The anti-apartheid movement which helped torpedo the racist white-minority regime in South Africa must serve as the inspiration for the Palestinian struggle for independence, says Haidar Eid, an Associate Professor of Postcolonial and Postmodern Literature at Gaza’s al-Aqsa University.
He says only civil society – including opposition parties, syndicates, unions, clubs, women’s organizations and others — is able to mobilize true support for an end to what he terms Israel’s “unprecedented crimes” against the three components of the Palestinian people: the Palestinians in the 1967 occupied territories, 1948 Palestinian citizens of Israel, and refugees in the diaspora.
“Our inspiration is the anti-apartheid movement, and the intervention of civil society was effective in the late 1980s against the apartheid regime. It can do the same thing in support of a just peace in Palestine.
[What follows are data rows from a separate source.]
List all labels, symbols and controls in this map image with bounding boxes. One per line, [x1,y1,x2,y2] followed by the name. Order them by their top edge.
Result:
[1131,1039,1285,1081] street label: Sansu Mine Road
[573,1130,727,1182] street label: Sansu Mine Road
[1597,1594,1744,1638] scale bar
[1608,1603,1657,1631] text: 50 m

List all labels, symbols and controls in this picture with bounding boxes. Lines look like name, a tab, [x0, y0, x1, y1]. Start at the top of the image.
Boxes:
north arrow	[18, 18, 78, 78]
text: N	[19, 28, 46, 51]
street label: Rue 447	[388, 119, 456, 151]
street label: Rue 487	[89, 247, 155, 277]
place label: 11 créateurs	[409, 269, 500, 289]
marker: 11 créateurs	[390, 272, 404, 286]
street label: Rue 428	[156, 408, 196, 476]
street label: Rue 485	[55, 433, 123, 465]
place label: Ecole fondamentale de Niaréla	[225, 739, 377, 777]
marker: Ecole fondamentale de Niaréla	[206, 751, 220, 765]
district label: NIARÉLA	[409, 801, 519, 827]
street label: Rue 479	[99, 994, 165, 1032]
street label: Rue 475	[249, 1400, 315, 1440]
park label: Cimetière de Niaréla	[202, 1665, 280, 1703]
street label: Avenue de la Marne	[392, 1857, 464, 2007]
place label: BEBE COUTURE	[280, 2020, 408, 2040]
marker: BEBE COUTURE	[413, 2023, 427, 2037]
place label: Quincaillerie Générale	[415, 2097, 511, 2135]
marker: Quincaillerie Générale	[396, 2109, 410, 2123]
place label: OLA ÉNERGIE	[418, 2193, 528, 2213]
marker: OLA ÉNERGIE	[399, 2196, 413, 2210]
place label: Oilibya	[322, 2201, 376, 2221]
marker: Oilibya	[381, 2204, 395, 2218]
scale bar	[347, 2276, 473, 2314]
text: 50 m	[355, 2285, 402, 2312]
Nothing can force Israel to abide by international law except people of conscience and civil society.”
Betraying the cause
Eid says the official Arab World seems to be intent on betraying the Palestinian people through an ongoing process of normalization with Israel that was launched by the late Egyptian president Anwar Sadat in the late 70s, continued by the Jordanians and the PLO in the early 90s, and just recently by the UAE and Bahrain normalising ties with Israel.
“Hence, the importance of the lessons we have learned from the South African struggle against the inhumane apartheid regime.”
Eid added that Palestinians are no longer interested in the “sterile opposition to the normalization process” initiated by the Camp David Treaty and the Oslo Accords, and solidified recently by the Gulf Sheikhdoms.
“Rather, we are keen on formulating the kind of response that could actually defeat the multi-tiered system of Zionist oppression: occupation, ethnic cleansing and apartheid.”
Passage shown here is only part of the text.